----- Extracted records

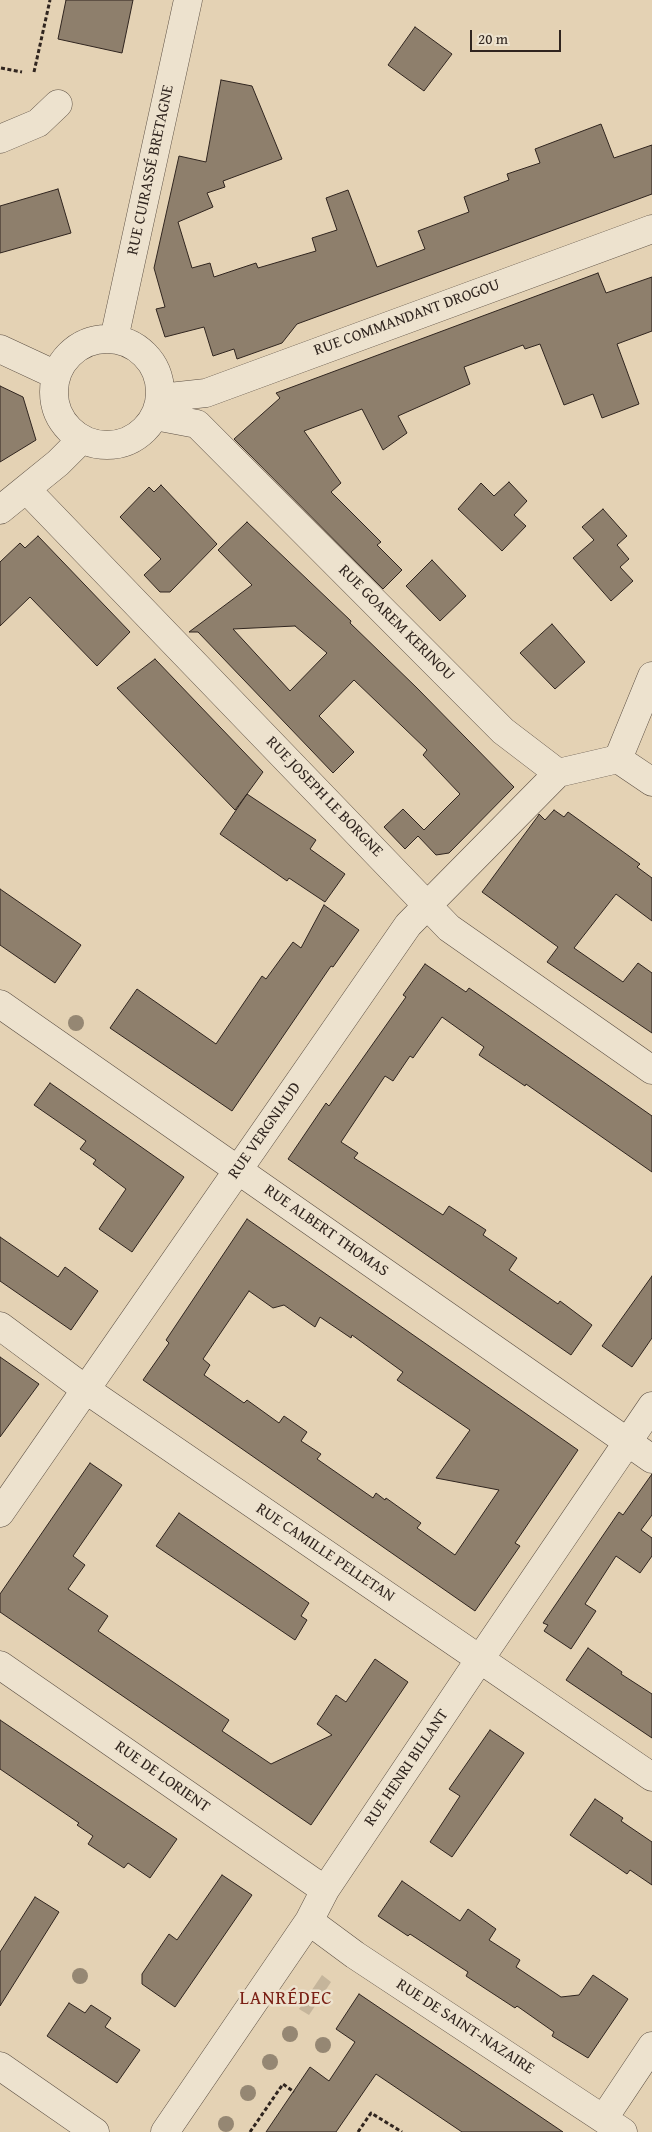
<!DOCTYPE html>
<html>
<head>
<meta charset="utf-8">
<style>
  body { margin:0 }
  #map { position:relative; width:652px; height:2132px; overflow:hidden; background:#e4d2b4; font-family:"Gentium Book Plus",serif }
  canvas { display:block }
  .scale { position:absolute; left:470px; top:30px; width:91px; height:22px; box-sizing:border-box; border:2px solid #30251f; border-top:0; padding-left:6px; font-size:15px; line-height:18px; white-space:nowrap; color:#30251f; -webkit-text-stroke:4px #ede2ce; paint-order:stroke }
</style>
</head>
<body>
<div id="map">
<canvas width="652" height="2132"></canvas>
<div class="scale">20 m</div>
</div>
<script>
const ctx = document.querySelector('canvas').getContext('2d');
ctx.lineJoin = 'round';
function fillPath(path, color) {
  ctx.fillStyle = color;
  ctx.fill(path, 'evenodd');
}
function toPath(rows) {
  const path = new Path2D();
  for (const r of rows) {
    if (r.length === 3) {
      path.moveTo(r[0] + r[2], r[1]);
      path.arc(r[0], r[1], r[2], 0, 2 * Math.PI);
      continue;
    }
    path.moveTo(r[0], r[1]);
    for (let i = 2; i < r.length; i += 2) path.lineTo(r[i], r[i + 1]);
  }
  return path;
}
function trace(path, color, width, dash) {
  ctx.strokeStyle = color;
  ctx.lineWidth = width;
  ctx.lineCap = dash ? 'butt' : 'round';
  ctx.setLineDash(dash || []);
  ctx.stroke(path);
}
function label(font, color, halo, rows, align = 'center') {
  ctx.font = font + ' "Gentium Book Plus",serif';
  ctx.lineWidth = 5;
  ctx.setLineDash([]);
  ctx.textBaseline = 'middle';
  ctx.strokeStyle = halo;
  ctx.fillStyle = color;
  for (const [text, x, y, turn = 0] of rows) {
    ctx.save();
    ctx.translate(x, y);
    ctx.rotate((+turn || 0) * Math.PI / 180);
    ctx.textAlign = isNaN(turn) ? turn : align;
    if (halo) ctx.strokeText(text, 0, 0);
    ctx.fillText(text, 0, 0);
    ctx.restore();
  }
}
const green = toPath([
  [322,1975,331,1982,309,2015,299,2009]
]);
const building = toPath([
  [66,0,133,0,122,53,58,39,66,0],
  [415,27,452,54,424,91,388,65,415,27],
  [221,80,252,86,282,159,223,181,225,187,207,193,213,207,178,222,192,268,210,263,214,277,256,263,258,268,316,251,312,238,337,230,326,198,348,190,377,267,425,249,418,231,469,212,464,197,509,180,507,174,540,163,535,149,601,124,614,158,652,145,652,194,297,324,282,343,237,359,234,349,213,356,204,327,165,337,156,309,165,307,154,268,179,156,206,162,221,80],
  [58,189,71,233,0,253,0,206,58,189],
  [598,273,606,293,652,277,652,331,617,344,639,404,602,418,593,394,564,405,540,344,525,349,523,345,464,367,470,384,398,416,407,433,383,450,362,409,304,431,341,483,331,492,381,542,377,545,402,570,383,589,234,439,280,398,276,393,598,273],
  [0,386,23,397,36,440,0,462,0,386],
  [509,482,527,501,514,515,526,526,502,551,458,509,481,483,494,496,509,482],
  [161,485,217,544,170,592,160,592,144,575,161,559,120,517,149,487,154,492,161,485],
  [603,509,627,536,617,545,629,559,620,567,633,581,611,601,573,558,594,540,582,527,603,509],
  [247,522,351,621,350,623,417,688,514,787,449,853,436,855,418,836,405,849,384,827,403,809,424,830,460,794,423,755,427,750,354,680,319,716,354,752,333,773,198,632,189,632,252,585,218,550,247,522],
  [295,626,327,653,290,691,233,629,295,626],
  [38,536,130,632,97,666,30,597,0,626,0,562,20,543,25,548,38,536],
  [432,560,466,596,440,621,406,586,432,560],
  [552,624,585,662,555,689,520,653,552,624],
  [155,659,263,772,247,794,316,840,310,849,345,874,325,902,289,878,287,881,220,834,247,794,235,810,117,688,155,659],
  [554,810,564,817,568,812,640,864,637,867,652,878,652,921,616,894,574,948,623,982,638,963,652,973,652,1033,547,962,558,947,482,892,538,816,539,814,545,820,554,810],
  [0,889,81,945,55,983,0,945,0,889],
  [324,905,359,930,333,967,331,966,232,1111,110,1028,137,989,216,1044,262,976,266,979,293,942,301,948,324,905],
  [425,964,466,992,469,988,652,1116,652,1172,526,1084,525,1086,479,1055,484,1047,442,1017,413,1058,410,1056,393,1081,385,1076,341,1142,358,1153,354,1158,443,1215,449,1206,486,1230,483,1235,517,1258,509,1270,558,1304,560,1301,592,1325,571,1355,288,1159,326,1103,329,1106,406,997,403,995,425,964],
  [50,1083,184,1177,132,1252,99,1229,126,1189,93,1164,96,1160,80,1149,86,1141,34,1105,50,1083],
  [247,1219,578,1450,515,1543,520,1546,475,1611,143,1380,169,1343,166,1340,247,1219],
  [249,1291,273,1308,284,1305,315,1327,320,1317,351,1338,352,1335,403,1372,397,1380,470,1430,436,1478,499,1490,455,1555,417,1528,421,1523,386,1498,385,1500,376,1493,373,1498,317,1459,321,1454,301,1441,307,1432,284,1416,279,1423,247,1400,244,1403,204,1375,210,1365,203,1359,249,1291],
  [0,1237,58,1277,65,1267,98,1291,71,1330,0,1281,0,1237],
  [652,1276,652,1338,632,1367,602,1346,652,1276],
  [0,1357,39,1384,0,1437,0,1357],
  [90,1463,122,1485,73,1556,85,1565,68,1589,108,1616,98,1631,229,1720,222,1731,271,1764,332,1735,317,1724,336,1695,346,1702,375,1659,408,1682,311,1825,0,1612,0,1594,90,1463],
  [652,1474,652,1515,641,1530,652,1538,652,1556,640,1573,616,1556,585,1604,596,1611,571,1649,544,1631,548,1625,543,1623,619,1512,623,1515,652,1474],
  [179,1513,309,1603,301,1616,307,1620,295,1640,156,1546,179,1513],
  [588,1648,622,1672,621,1674,652,1694,652,1738,566,1680,588,1648],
  [0,1720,177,1839,150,1878,128,1863,124,1868,88,1844,93,1836,77,1825,79,1823,0,1769,0,1720],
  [490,1730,524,1753,452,1857,430,1842,460,1796,449,1789,490,1730],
  [595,1799,623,1818,621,1821,652,1842,652,1885,630,1870,627,1874,570,1835,595,1799],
  [222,1875,252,1895,175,2007,142,1984,142,1974,169,1934,177,1940,222,1875],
  [402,1881,460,1921,468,1909,496,1929,489,1940,520,1960,516,1967,561,1997,579,1995,593,1975,628,1999,588,2058,552,2036,554,2032,517,2006,515,2008,466,1976,468,1972,410,1934,408,1936,378,1916,402,1881],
  [35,1897,59,1912,0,2006,0,1952,35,1897],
  [359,1994,563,2132,462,2132,376,2074,336,2132,266,2132,310,2067,329,2081,355,2042,336,2029,359,1994],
  [69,2003,85,2013,91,2005,111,2018,105,2027,140,2050,117,2083,47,2036,69,2003]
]);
const path = toPath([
  [1,68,22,72],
  [34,72,50,0],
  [250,2132,283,2084,294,2092],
  [358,2132,371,2113,402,2132]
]);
const minor = toPath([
  [0,139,38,123,58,104],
  [107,392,53],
  [114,339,188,0],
  [0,349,56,375],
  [160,398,206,393,652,229],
  [155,416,197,424,503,731,558,773],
  [26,489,449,928,652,1070],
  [0,510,58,463,81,440],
  [618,759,652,676],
  [558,773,618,759,652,782],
  [0,1004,652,1459],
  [0,1326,85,1389,652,1777],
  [0,1513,408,925,558,773],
  [0,1665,325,1890],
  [309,1921,355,1955,623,2132],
  [0,2066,95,2132],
  [604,2118,652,2046],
  [165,2132,309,1921,325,1890,480,1659,652,1406]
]);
const trees = [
  [76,1023],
  [80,1976],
  [290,2034],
  [323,2045],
  [270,2062],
  [248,2093],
  [226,2124]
];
const streetNames = [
  ["RUE CUIRASSÉ BRETAGNE",151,170,-78],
  ["RUE COMMANDANT DROGOU",407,318,-20],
  ["RUE GOAREM KERINOU",396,623,45],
  ["RUE JOSEPH LE BORGNE",324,797,46],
  ["RUE VERGNIAUD",265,1131,-55],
  ["RUE ALBERT THOMAS",326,1231,35],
  ["RUE CAMILLE PELLETAN",325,1553,34],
  ["RUE HENRI BILLANT",407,1768,-56],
  ["RUE DE LORIENT",162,1777,35],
  ["RUE DE SAINT-NAZAIRE",465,2027,33]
];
const quarterNames = [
  ["LANRÉDEC",286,1999]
];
fillPath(green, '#c5b59b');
fillPath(building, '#8e7f6c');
trace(building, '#30251f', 1);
trace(minor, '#5d5044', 29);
trace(path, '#30251f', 3, [4, 2.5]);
trace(minor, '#ede2ce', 28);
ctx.fillStyle = '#958773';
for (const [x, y] of trees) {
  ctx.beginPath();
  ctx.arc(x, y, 8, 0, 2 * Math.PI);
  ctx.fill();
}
label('16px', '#30251f', '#ede2ce', streetNames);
ctx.letterSpacing = '1px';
label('19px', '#7a1f14', '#ede2ce', quarterNames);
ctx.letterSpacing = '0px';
</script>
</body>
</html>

----------

* Task brief *
From the entries above, copy every line that holds the word "length".

* Response to the exercise *
    if (r.length === 3) {
    for (let i = 2; i < r.length; i += 2) path.lineTo(r[i], r[i + 1]);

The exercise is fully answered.